Georgian Bank Closed, Acquired by First Citizens of S.C.

NCUA Takes Over Keys Federal Credit Union in FL. One bank and one credit union fell victim to the economy this past week.

On Friday, federal and state regulators closed Georgian Bank, Atlanta, Georgia. And on Thursday, the Keys Federal Credit Union of Key West, FL. was placed under conservatorship.

The year's running tally of failed institutions now stands at 107 banks and credit unions that have been closed, acquired or placed under conservatorship.

Georgian Bank was closed by the Georgia Department of Banking and Finance, which appointed the Federal Deposit Insurance Corporation (FDIC) as receiver. The FDIC then entered into a purchase and assumption agreement with First Citizens Bank and Trust Company, Inc., Columbia, South Carolina, to assume all of the deposits of Georgian Bank.

The five branches of Georgian Bank will reopen on Monday as branches of First Citizens Bank. Depositors of Georgian Bank will automatically become depositors of First Citizens Bank.
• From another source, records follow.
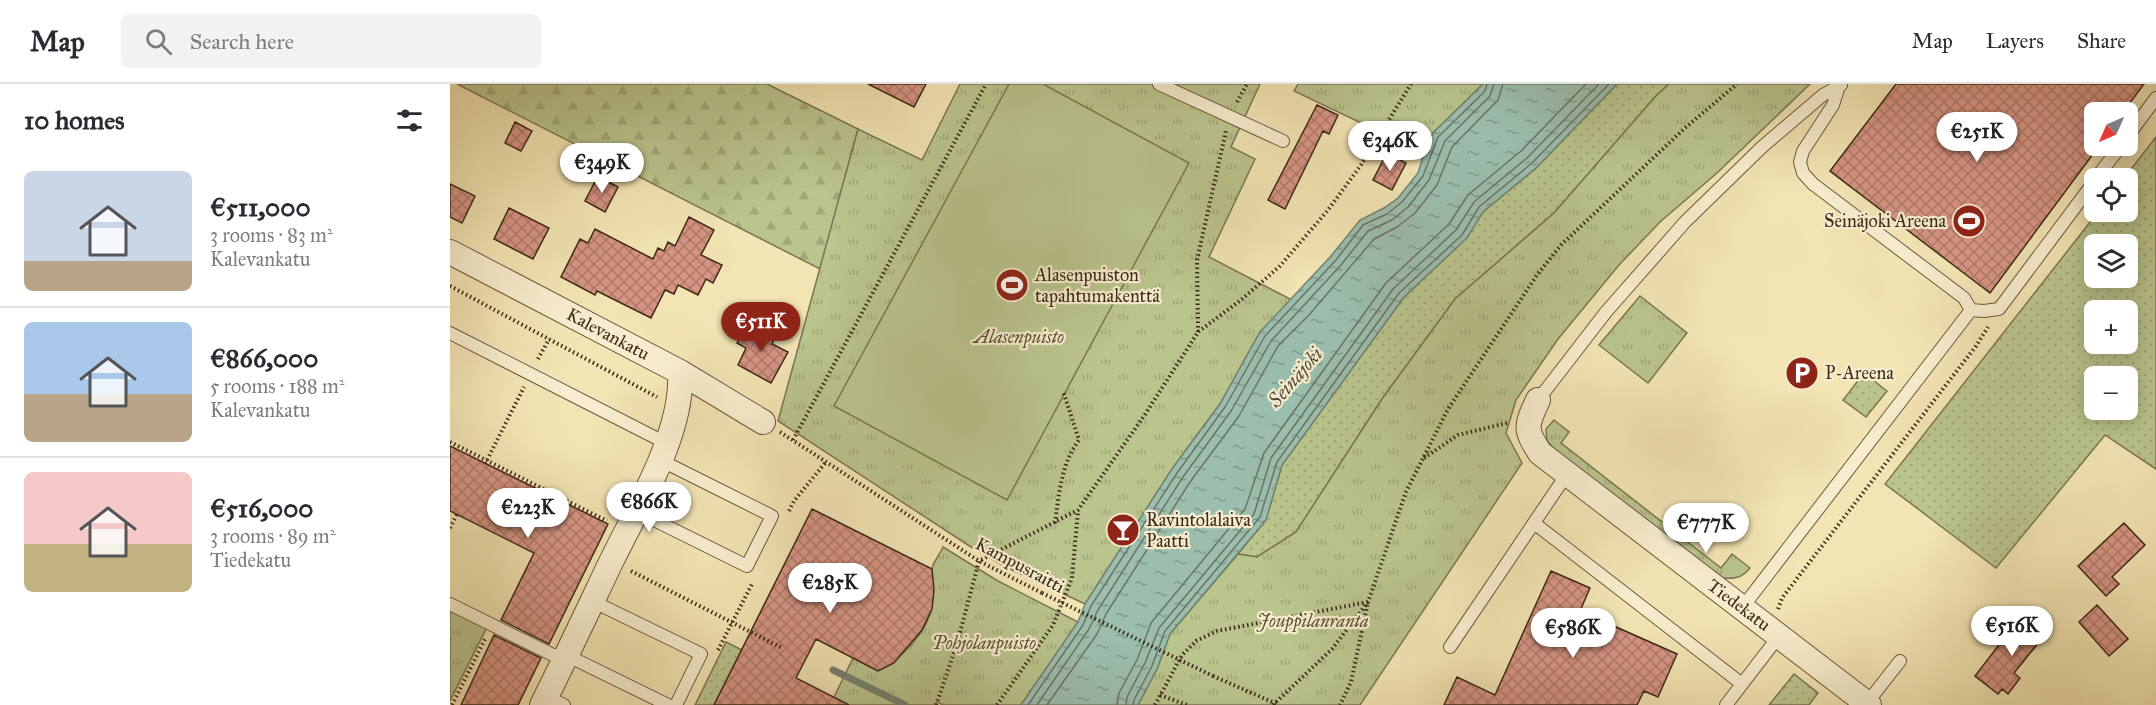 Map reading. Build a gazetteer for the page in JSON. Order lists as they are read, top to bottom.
{
  "streets": {
    "street": ["Kalevankatu", "Tiedekatu"],
    "path": ["Kampusraitti"]
  },
  "crossings": [
    ["Kalevankatu", "Kampusraitti"]
  ],
  "water": ["Seinäjoki"],
  "parks": ["Alasenpuisto", "Jouppilanranta", "Pohjolanpuisto"],
  "places": {
    "sports": ["Seinäjoki Areena", "Alasenpuiston tapahtumakenttä"],
    "parking": ["P-Areena"],
    "bar": ["Ravintolalaiva Paatti"]
  },
  "north": "bottom left",
  "page": {
    "header": "Map",
    "search": "Search here",
    "nav": ["Map", "Layers", "Share"],
    "heading": "10 homes",
    "map_buttons": ["+", "−"],
    "price": [
      "€251K",
      "€346K",
      "€349K",
      "€511K",
      "€866K",
      "€223K",
      "€777K",
      "€285K",
      "€516K",
      "€586K"
    ],
    "list": [
      {
        "name": "€511,000",
        "note": "3 rooms · 83 m² · Kalevankatu"
      },
      {
        "name": "€866,000",
        "note": "5 rooms · 188 m² · Kalevankatu"
      },
      {
        "name": "€516,000",
        "note": "3 rooms · 89 m² · Tiedekatu"
      }
    ]
  }
}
As of July 24, 2009, Georgian Bank had total assets of $2 billion and total deposits of approximately $2 billion. In addition to assuming all of the deposits of the failed bank, First Citizens Bank agreed to purchase essentially all of the assets.

The FDIC estimates that the cost to the Deposit Insurance Fund (DIF) will be $892 million.
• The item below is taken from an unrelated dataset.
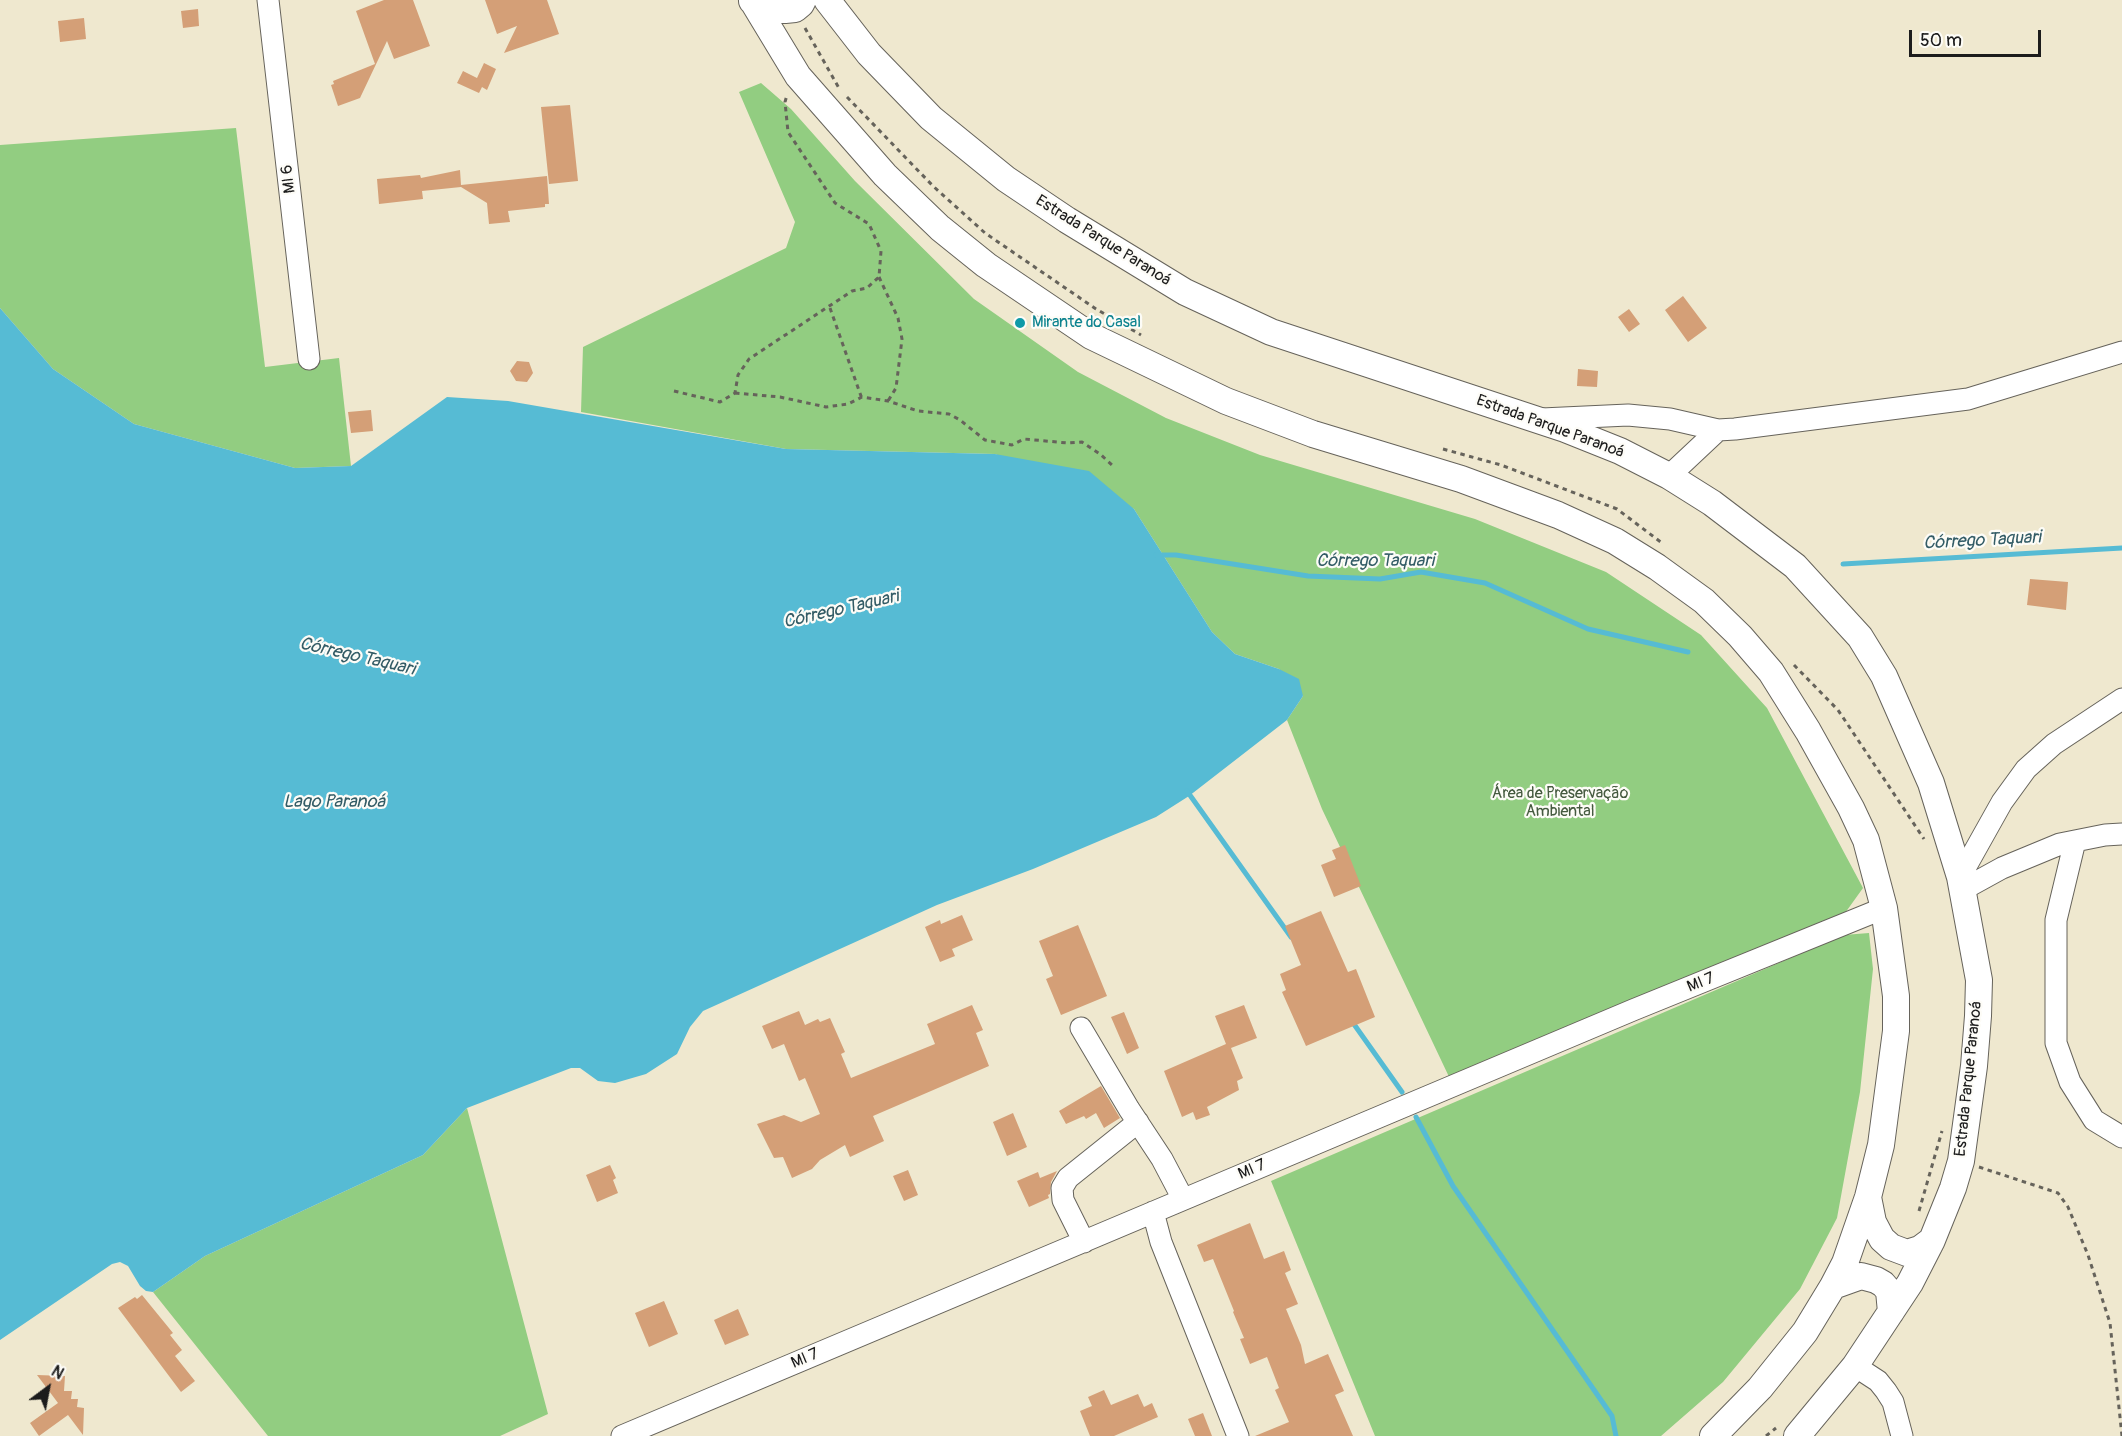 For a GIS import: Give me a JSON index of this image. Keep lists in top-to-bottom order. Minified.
{"streets":{"main road":["Estrada Parque Paranoá"],"street":["MI 6","MI 7"]},"water":["Córrego Taquari","Lago Paranoá"],"parks":["Área de Preservação Ambiental"],"places":["Mirante do Casal"],"scale_bar":"50 m","north":"top right"}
The National Credit Union Administration (NCUA) on Thursday assumed control of service and operations at Keys Federal Credit Union of Key West, Florida.
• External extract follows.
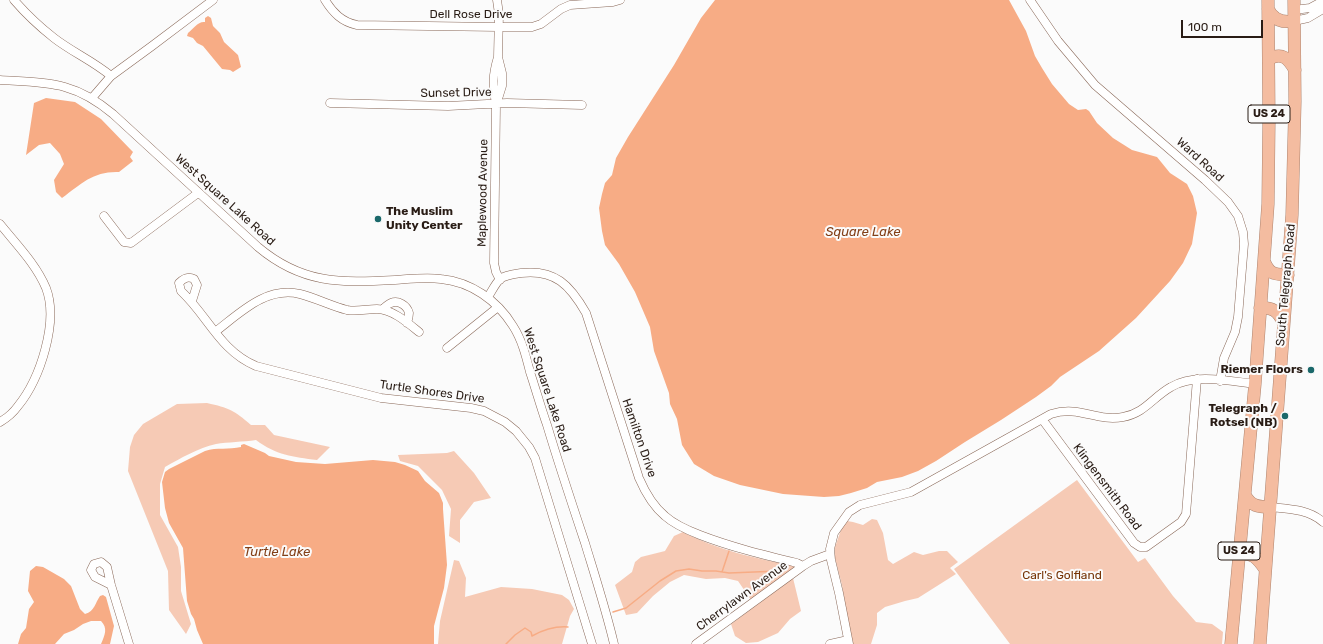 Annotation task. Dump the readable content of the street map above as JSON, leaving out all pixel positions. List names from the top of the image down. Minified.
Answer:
{"streets":{"highway":["US 24","South Telegraph Road"],"street":["Dell Rose Drive","Sunset Drive","Ward Road","Maplewood Avenue","West Square Lake Road","Turtle Shores Drive","Hamilton Drive","Klingensmith Road","Cherrylawn Avenue"]},"crossings":[["Dell Rose Drive","Maplewood Avenue"],["Sunset Drive","Maplewood Avenue"],["Maplewood Avenue","Hamilton Drive"],["Hamilton Drive","Cherrylawn Avenue"]],"water":["Square Lake","Turtle Lake"],"parks":["Carl's Golfland"],"places":["The Muslim Unity Center","Riemer Floors","Telegraph / Rotsel (NB)"],"scale_bar":"100 m"} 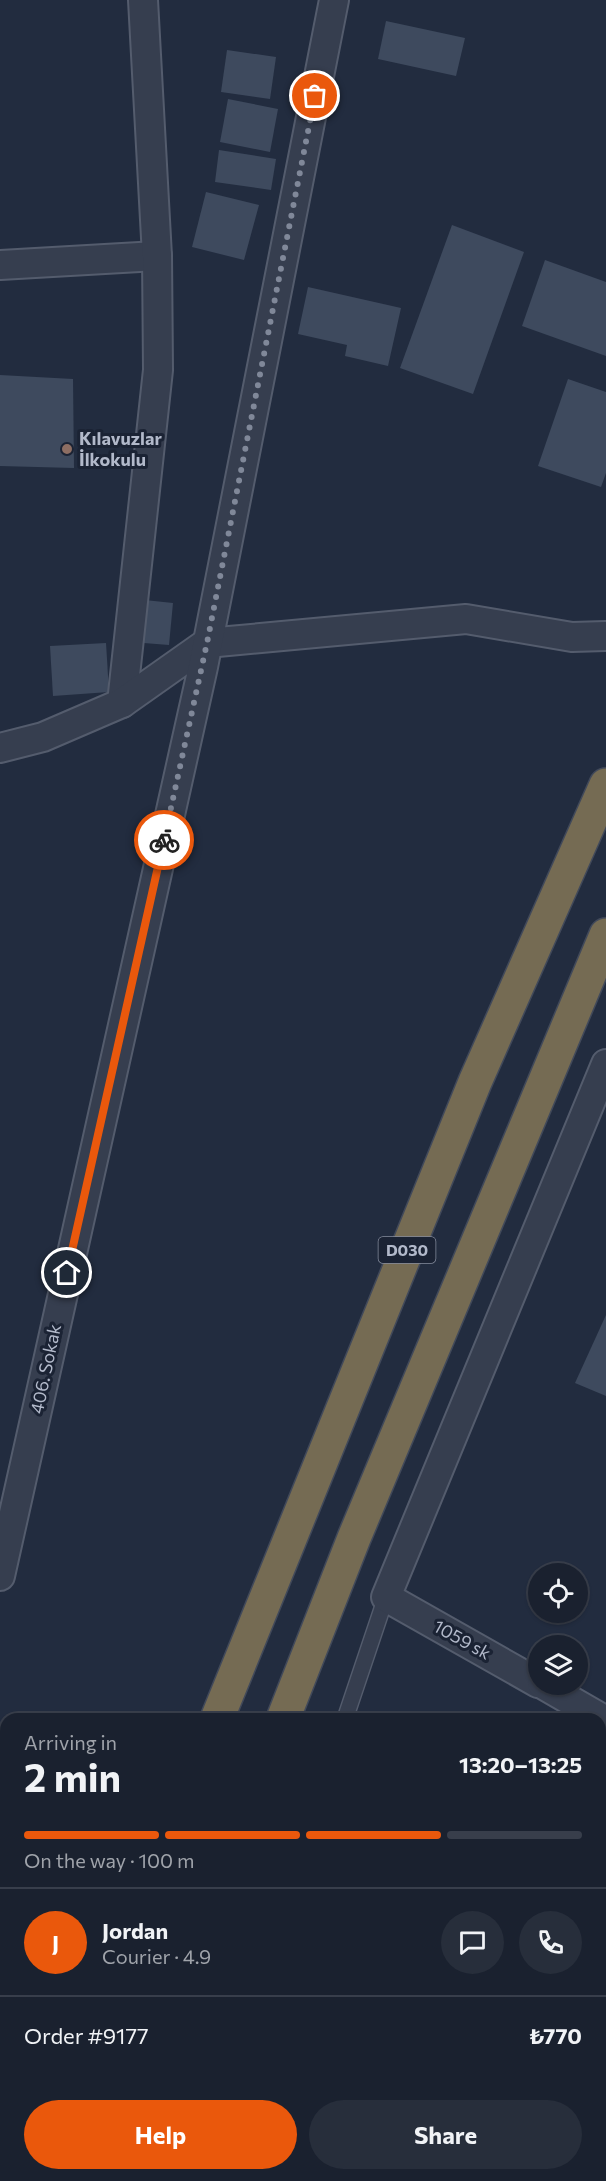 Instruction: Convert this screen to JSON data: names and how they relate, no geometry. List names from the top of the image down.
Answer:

Service to Keys Federal Credit Union 13,000 members will continue uninterrupted. Members can continue to conduct normal financial transactions - deposit and access funds, make loan payments and use share drafts. Keys FCU is a full service credit union with assets of $180 million. The decision to conserve a credit union enables the institution to continue normal operations with expert management in place, correcting previous service and operational weaknesses.

The Federal Credit Union Act authorizes the NCUA Board to appoint itself conservator when necessary to conserve the assets of a federally insured credit union, protect members' interests or protect the NCUSIF.